AIM OF THE TASK: Reproduce the records below exactly, leaving their images out.

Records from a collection
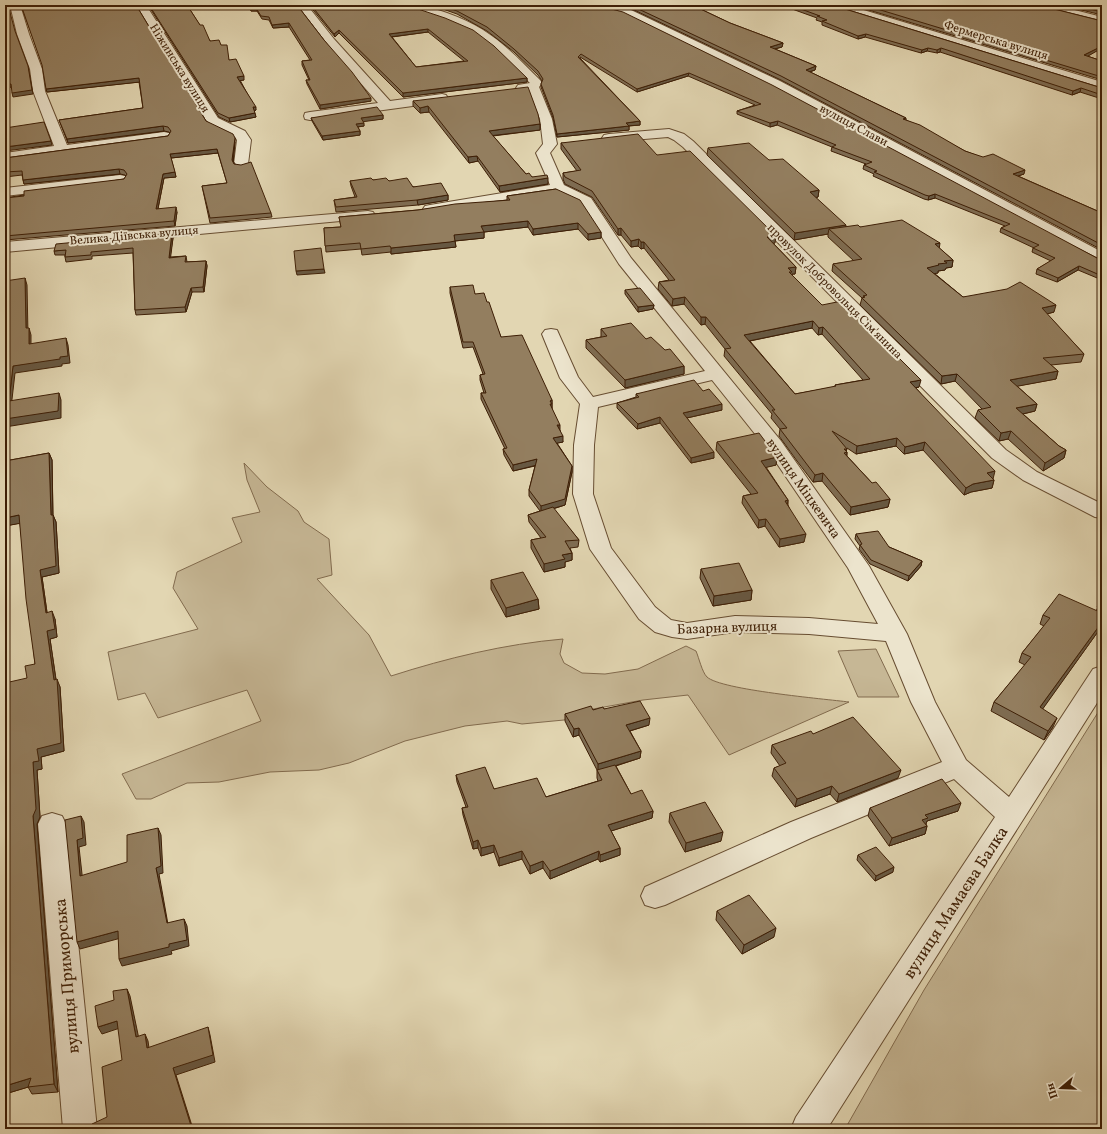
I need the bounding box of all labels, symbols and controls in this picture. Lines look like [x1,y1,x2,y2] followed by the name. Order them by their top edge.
[942,18,1050,64] street label: Фермерська вулиця
[145,21,213,116] street label: Ніжинська вулиця
[816,101,891,151] street label: вулиця Слави
[763,221,905,363] street label: провулок Добровольця Сім'янина
[69,222,199,250] street label: Велика Діївська вулиця
[761,435,845,543] street label: вулиця Міцкевича
[677,617,778,640] street label: Базарна вулиця
[898,822,1014,983] street label: вулиця Мамаєва Балка
[49,897,86,1054] street label: вулиця Приморська
[1041,1068,1081,1108] north arrow
[1043,1081,1063,1101] text: Пн

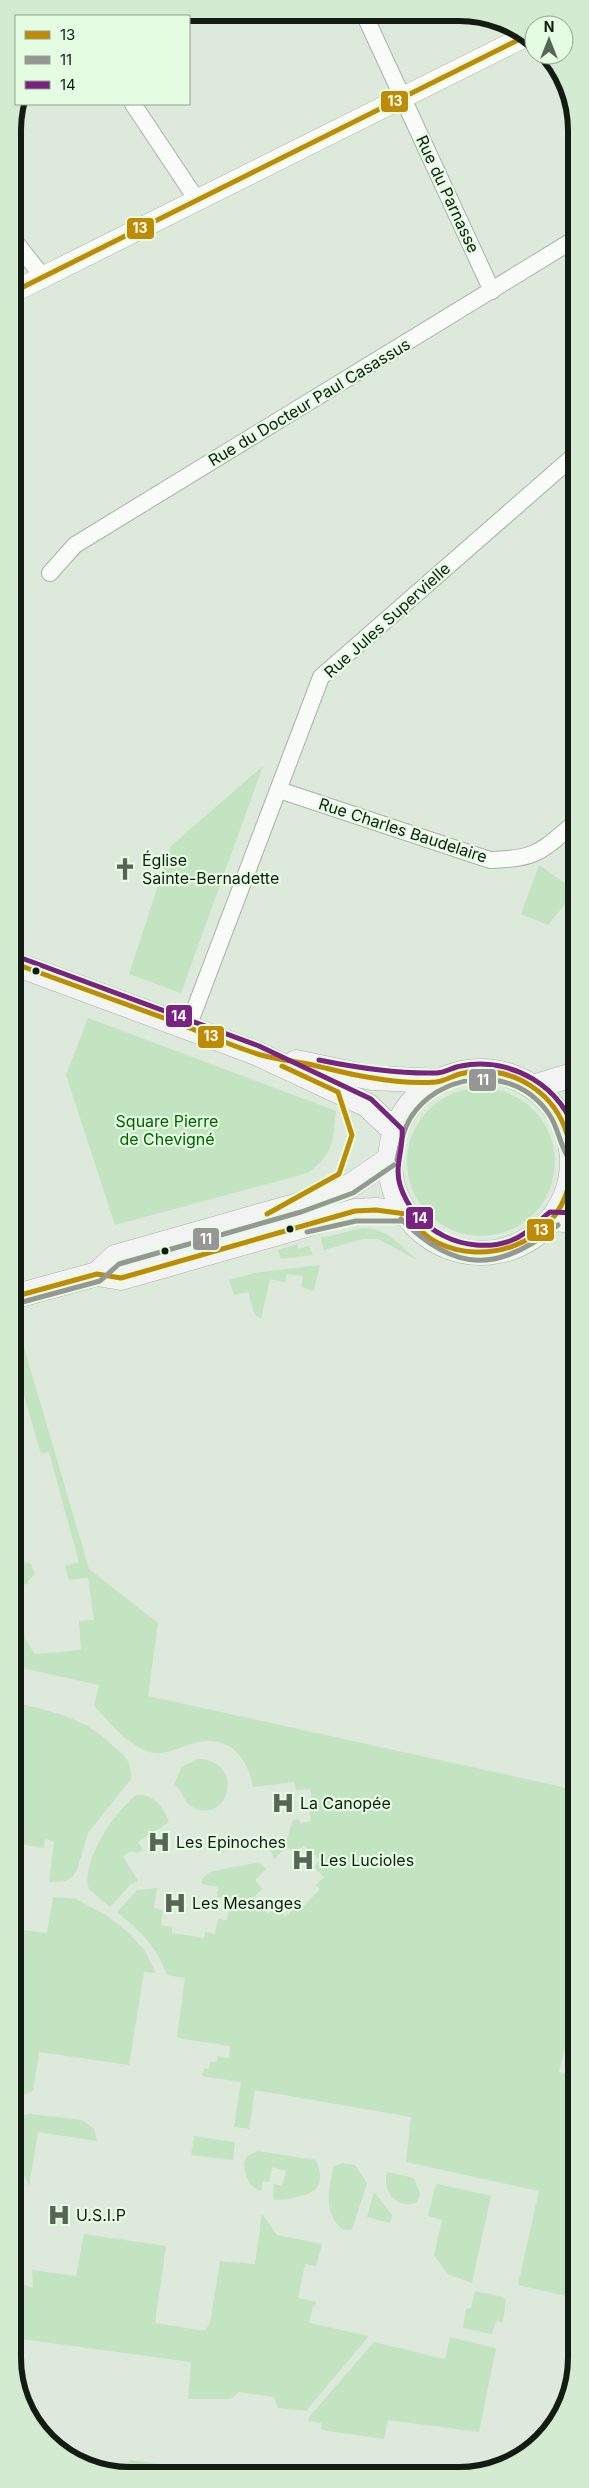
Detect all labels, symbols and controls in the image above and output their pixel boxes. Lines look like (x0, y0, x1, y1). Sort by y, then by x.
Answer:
legend (15, 15, 190, 105)
north arrow (524, 15, 574, 65)
text: N (544, 18, 554, 35)
text: 13 (60, 25, 75, 44)
text: 11 (60, 50, 72, 69)
text: 14 (60, 75, 76, 94)
line badge: 13 (380, 90, 409, 113)
text: 13 (387, 92, 403, 109)
street label: Rue du Parnasse (412, 132, 484, 256)
line badge: 13 (126, 217, 155, 240)
text: 13 (132, 219, 148, 236)
street label: Rue du Docteur Paul Casassus (204, 334, 414, 470)
street label: Rue Jules Supervielle (320, 558, 454, 682)
street label: Rue Charles Baudelaire (316, 793, 490, 867)
place label: Église Sainte-Bernadette (142, 850, 279, 888)
church icon: Église Sainte-Bernadette (112, 856, 138, 882)
unlabelled marker (31, 966, 41, 976)
line badge: 14 (165, 1004, 193, 1028)
text: 14 (171, 1007, 187, 1024)
line badge: 13 (197, 1025, 225, 1049)
text: 13 (203, 1027, 219, 1044)
line badge: 11 (468, 1068, 497, 1092)
text: 11 (477, 1071, 489, 1088)
park label: Square Pierre de Chevigné (116, 1111, 218, 1149)
line badge: 14 (405, 1206, 434, 1230)
text: 14 (412, 1209, 428, 1226)
line badge: 13 (526, 1218, 555, 1242)
text: 13 (533, 1221, 549, 1238)
unlabelled marker (285, 1224, 295, 1234)
line badge: 11 (192, 1227, 220, 1251)
text: 11 (200, 1230, 212, 1247)
unlabelled marker (160, 1246, 170, 1256)
hospital icon: La Canopée (270, 1790, 296, 1816)
place label: La Canopée (300, 1793, 391, 1813)
hospital icon: Les Epinoches (146, 1829, 172, 1855)
place label: Les Epinoches (176, 1832, 286, 1852)
hospital icon: Les Lucioles (290, 1847, 316, 1873)
place label: Les Lucioles (320, 1850, 414, 1870)
hospital icon: Les Mesanges (162, 1890, 188, 1916)
place label: Les Mesanges (192, 1893, 302, 1913)
hospital icon: U.S.I.P (46, 2202, 72, 2228)
place label: U.S.I.P (76, 2205, 126, 2225)

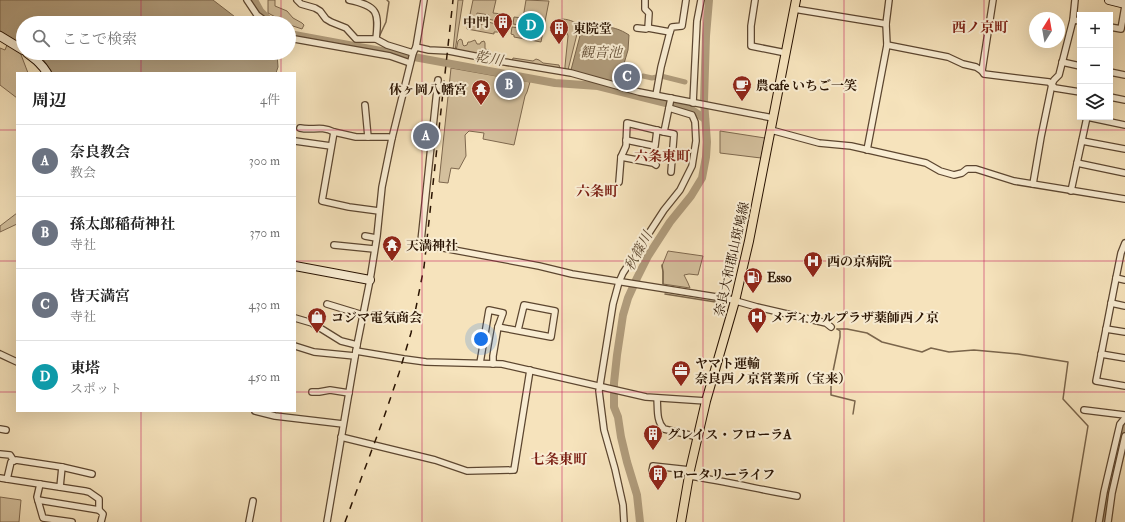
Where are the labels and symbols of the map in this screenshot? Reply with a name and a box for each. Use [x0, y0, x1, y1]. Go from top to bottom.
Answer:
building icon: 中門 [492, 11, 514, 39]
pin: D [518, 11, 544, 41]
north arrow [1029, 12, 1065, 48]
place label: 中門 [463, 15, 489, 31]
building icon: 東院堂 [548, 17, 570, 45]
district label: 西ノ京町 [952, 19, 1009, 36]
place label: 東院堂 [573, 21, 612, 37]
water label: 観音池 [580, 44, 624, 61]
water label: 乾川 [474, 48, 506, 70]
pin: C [614, 62, 640, 92]
pin: B [496, 70, 522, 100]
cafe icon: 農cafe いちご一笑 [731, 74, 753, 102]
temple icon: 休ヶ岡八幡宮 [470, 78, 492, 106]
place label: 農cafe いちご一笑 [756, 78, 857, 94]
place label: 休ヶ岡八幡宮 [389, 82, 467, 98]
pin: A [413, 121, 439, 151]
district label: 六条東町 [634, 148, 691, 165]
district label: 六条町 [576, 183, 619, 200]
street label: 奈良大和郡山斑鳩線 [711, 200, 753, 318]
water label: 秋篠川 [621, 227, 657, 274]
temple icon: 天満神社 [381, 234, 403, 262]
place label: 天満神社 [406, 238, 458, 254]
hospital icon: 西の京病院 [802, 250, 824, 278]
place label: 西の京病院 [827, 254, 892, 270]
fuel station icon: Esso [742, 266, 764, 294]
place label: Esso [767, 270, 792, 286]
shop icon: コジマ電気商会 [306, 306, 328, 334]
hospital icon: メディカルプラザ薬師西ノ京 [746, 306, 768, 334]
place label: コジマ電気商会 [331, 310, 422, 326]
place label: メディカルプラザ薬師西ノ京 [771, 310, 939, 326]
your location [471, 329, 491, 349]
place label: ヤマト運輸 奈良西ノ京営業所（宝来） [695, 356, 851, 387]
office icon: ヤマト運輸 奈良西ノ京営業所（宝来） [670, 359, 692, 387]
building icon: グレイス・フローラA [642, 423, 664, 451]
place label: グレイス・フローラA [667, 427, 792, 443]
district label: 七条東町 [531, 451, 588, 468]
building icon: ロータリーライフ [647, 463, 669, 491]
place label: ロータリーライフ [672, 467, 775, 483]

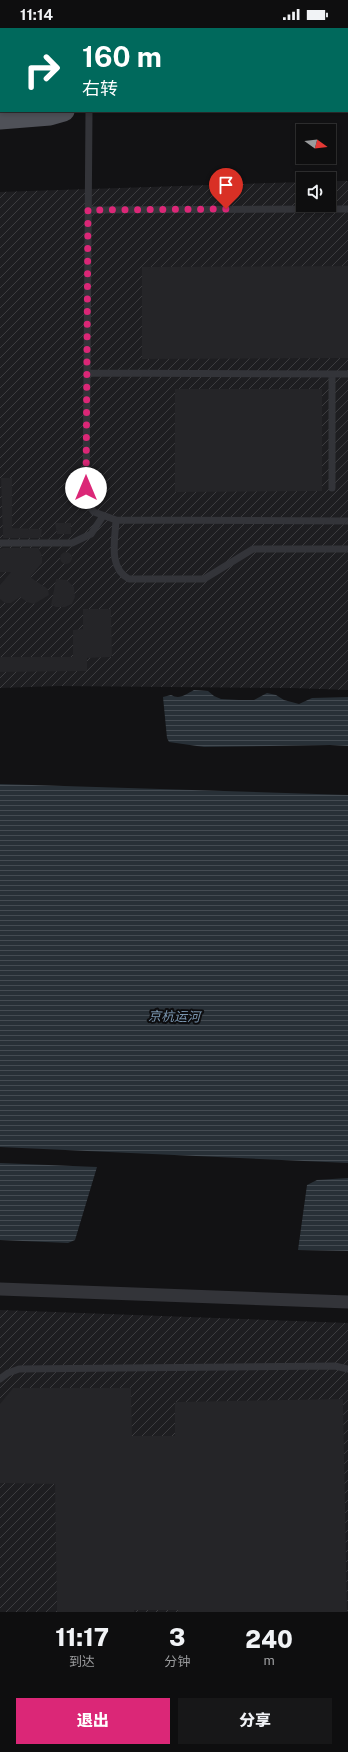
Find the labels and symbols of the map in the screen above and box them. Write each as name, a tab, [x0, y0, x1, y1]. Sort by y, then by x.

REPLY:
I need the bounding box of all labels, symbols and controls in this picture. Lines look like [x1,y1,x2,y2] followed by the name. Order them by their top edge.
[942,18,1050,64] street label: Фермерська вулиця
[145,21,213,116] street label: Ніжинська вулиця
[816,101,891,151] street label: вулиця Слави
[763,221,905,363] street label: провулок Добровольця Сім'янина
[69,222,199,250] street label: Велика Діївська вулиця
[761,435,845,543] street label: вулиця Міцкевича
[677,617,778,640] street label: Базарна вулиця
[898,822,1014,983] street label: вулиця Мамаєва Балка
[49,897,86,1054] street label: вулиця Приморська
[1041,1068,1081,1108] north arrow
[1043,1081,1063,1101] text: Пн

Detect all labels, symbols and controls in the image above and output their pixel boxes. Lines look like (x0, y0, x1, y1). Sort by y, then by x.
Answer:
legend (15, 15, 190, 105)
north arrow (524, 15, 574, 65)
text: N (544, 18, 554, 35)
text: 13 (60, 25, 75, 44)
text: 11 (60, 50, 72, 69)
text: 14 (60, 75, 76, 94)
line badge: 13 (380, 90, 409, 113)
text: 13 (387, 92, 403, 109)
street label: Rue du Parnasse (412, 132, 484, 256)
line badge: 13 (126, 217, 155, 240)
text: 13 (132, 219, 148, 236)
street label: Rue du Docteur Paul Casassus (204, 334, 414, 470)
street label: Rue Jules Supervielle (320, 558, 454, 682)
street label: Rue Charles Baudelaire (316, 793, 490, 867)
place label: Église Sainte-Bernadette (142, 850, 279, 888)
church icon: Église Sainte-Bernadette (112, 856, 138, 882)
unlabelled marker (31, 966, 41, 976)
line badge: 14 (165, 1004, 193, 1028)
text: 14 (171, 1007, 187, 1024)
line badge: 13 (197, 1025, 225, 1049)
text: 13 (203, 1027, 219, 1044)
line badge: 11 (468, 1068, 497, 1092)
text: 11 (477, 1071, 489, 1088)
park label: Square Pierre de Chevigné (116, 1111, 218, 1149)
line badge: 14 (405, 1206, 434, 1230)
text: 14 (412, 1209, 428, 1226)
line badge: 13 (526, 1218, 555, 1242)
text: 13 (533, 1221, 549, 1238)
unlabelled marker (285, 1224, 295, 1234)
line badge: 11 (192, 1227, 220, 1251)
text: 11 (200, 1230, 212, 1247)
unlabelled marker (160, 1246, 170, 1256)
hospital icon: La Canopée (270, 1790, 296, 1816)
place label: La Canopée (300, 1793, 391, 1813)
hospital icon: Les Epinoches (146, 1829, 172, 1855)
place label: Les Epinoches (176, 1832, 286, 1852)
hospital icon: Les Lucioles (290, 1847, 316, 1873)
place label: Les Lucioles (320, 1850, 414, 1870)
hospital icon: Les Mesanges (162, 1890, 188, 1916)
place label: Les Mesanges (192, 1893, 302, 1913)
hospital icon: U.S.I.P (46, 2202, 72, 2228)
place label: U.S.I.P (76, 2205, 126, 2225)

Where are the labels and symbols of the map in this screenshot? Reply with a name and a box for each. Use [x0, y0, x1, y1]. Go from top to bottom.
Answer:
building icon: 中門 [492, 11, 514, 39]
pin: D [518, 11, 544, 41]
north arrow [1029, 12, 1065, 48]
place label: 中門 [463, 15, 489, 31]
building icon: 東院堂 [548, 17, 570, 45]
district label: 西ノ京町 [952, 19, 1009, 36]
place label: 東院堂 [573, 21, 612, 37]
water label: 観音池 [580, 44, 624, 61]
water label: 乾川 [474, 48, 506, 70]
pin: C [614, 62, 640, 92]
pin: B [496, 70, 522, 100]
cafe icon: 農cafe いちご一笑 [731, 74, 753, 102]
temple icon: 休ヶ岡八幡宮 [470, 78, 492, 106]
place label: 農cafe いちご一笑 [756, 78, 857, 94]
place label: 休ヶ岡八幡宮 [389, 82, 467, 98]
pin: A [413, 121, 439, 151]
district label: 六条東町 [634, 148, 691, 165]
district label: 六条町 [576, 183, 619, 200]
street label: 奈良大和郡山斑鳩線 [711, 200, 753, 318]
water label: 秋篠川 [621, 227, 657, 274]
temple icon: 天満神社 [381, 234, 403, 262]
place label: 天満神社 [406, 238, 458, 254]
hospital icon: 西の京病院 [802, 250, 824, 278]
place label: 西の京病院 [827, 254, 892, 270]
fuel station icon: Esso [742, 266, 764, 294]
place label: Esso [767, 270, 792, 286]
shop icon: コジマ電気商会 [306, 306, 328, 334]
hospital icon: メディカルプラザ薬師西ノ京 [746, 306, 768, 334]
place label: コジマ電気商会 [331, 310, 422, 326]
place label: メディカルプラザ薬師西ノ京 [771, 310, 939, 326]
your location [471, 329, 491, 349]
place label: ヤマト運輸 奈良西ノ京営業所（宝来） [695, 356, 851, 387]
office icon: ヤマト運輸 奈良西ノ京営業所（宝来） [670, 359, 692, 387]
building icon: グレイス・フローラA [642, 423, 664, 451]
place label: グレイス・フローラA [667, 427, 792, 443]
district label: 七条東町 [531, 451, 588, 468]
building icon: ロータリーライフ [647, 463, 669, 491]
place label: ロータリーライフ [672, 467, 775, 483]

Find the labels and symbols of the map in the screen above and box them. Write each as name, a tab, [x0, y0, x1, y1]. Sort by y, then by x.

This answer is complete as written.